Antes caudaloso, ahora reducido por el hombre en guerra contra la naturaleza y el desvío de sus aguas para sustentar la agricultura en una buena porción del valle cibaeño, el Yuna sigue en la desembocadura de mis amores. Mi pequeñez era entonces más que de tamaño. Temía a la potencia líquida cuando, en las contadas veces en que hubo permiso paterno, me adentraba algunas pulgadas en el regalo refrescante durante las sabidas canículas de mi región. Desde mi Duarte provincial venía a Santo Domingo y me confundía que el Yuna fuese tan débil cuando riega el área de Bonao. Casi siempre se exhibían desnudos unos peñascos enormes y el cauce, una sábana muy alargada de piedras menores. Allí, las aguas mansas, transparentes, contrastaban con aquellas que conocía, las que permitían flotar la barca sujetada a un largo cable cuyos extremos reposaban en unos pilares de madera en ambas orillas. Aquí, Acicate. Allá, Cerrejón. Y un ir y venir de brazos musculosos sobre el cordaje para mover la embarcación y trasponer el Yuna que se me antojaba majestuoso.

Recuerdo aquel día, temprano y de la mano paterna, cuando lo vi exageradamente hinchado. Estaba a punto de escaparse de los barrancos que aprisionaban con sus alturas el curso. Sonaba ronco, a nivel de decibelios ensordecedores. Sucio, marrón terroso que no atravesaban los escasos rayos dejados filtrar por unas nubes que se insinuaban tormentosas.

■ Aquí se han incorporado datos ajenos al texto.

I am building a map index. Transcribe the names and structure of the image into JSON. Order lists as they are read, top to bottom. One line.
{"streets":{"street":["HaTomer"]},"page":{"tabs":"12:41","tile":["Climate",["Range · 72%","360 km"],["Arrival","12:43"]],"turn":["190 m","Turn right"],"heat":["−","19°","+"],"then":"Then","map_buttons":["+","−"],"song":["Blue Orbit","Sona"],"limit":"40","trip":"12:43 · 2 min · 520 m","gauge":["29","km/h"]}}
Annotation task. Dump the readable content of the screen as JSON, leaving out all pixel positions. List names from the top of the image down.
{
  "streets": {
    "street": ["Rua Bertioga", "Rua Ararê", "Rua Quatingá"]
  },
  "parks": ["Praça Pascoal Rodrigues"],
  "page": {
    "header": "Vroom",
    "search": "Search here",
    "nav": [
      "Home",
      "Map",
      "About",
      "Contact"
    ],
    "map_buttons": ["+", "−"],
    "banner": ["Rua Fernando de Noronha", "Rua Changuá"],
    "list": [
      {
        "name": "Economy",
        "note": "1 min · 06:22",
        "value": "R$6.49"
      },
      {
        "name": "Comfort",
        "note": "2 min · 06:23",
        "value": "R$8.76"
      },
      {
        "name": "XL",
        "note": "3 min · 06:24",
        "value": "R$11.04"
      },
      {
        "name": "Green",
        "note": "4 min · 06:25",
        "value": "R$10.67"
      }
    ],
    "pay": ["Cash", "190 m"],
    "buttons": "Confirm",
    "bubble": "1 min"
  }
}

Embravecido, arrastraba árboles enteros, matas de plátanos, pencas de palmas reales, troncos que me parecían enormes, animales domésticos a los que había sorprendido y ahogado. Se anticipaba una de esas crecidas, terror en la comarca y que a mi papá, con explotaciones agrícolas en una de las márgenes, arruinaban de tiempo en tiempo. Días después, los lugareños daban cuenta del desastre agrícola y de que las aguas del Yuna y el Nigua, separadas por un par de kilómetros, se habían abrazado.

Tantos ríos, tanta historia. Tantas aguas, tanto lodo arrastrado. Mi río es muy modesto, y, aun queriendo, soy incapaz de secarme sus aguas, despacharlo de la memoria. La razón está en las primeras letras de Mediterráneo. Carece de fecha de caducidad y conste que he hollado Algeciras y Estambul. Por algo es la mejor canción española, autoría del catalán Joan Manuel Serrat: “Quizás porque mi niñez sigue jugando en tu playa...”.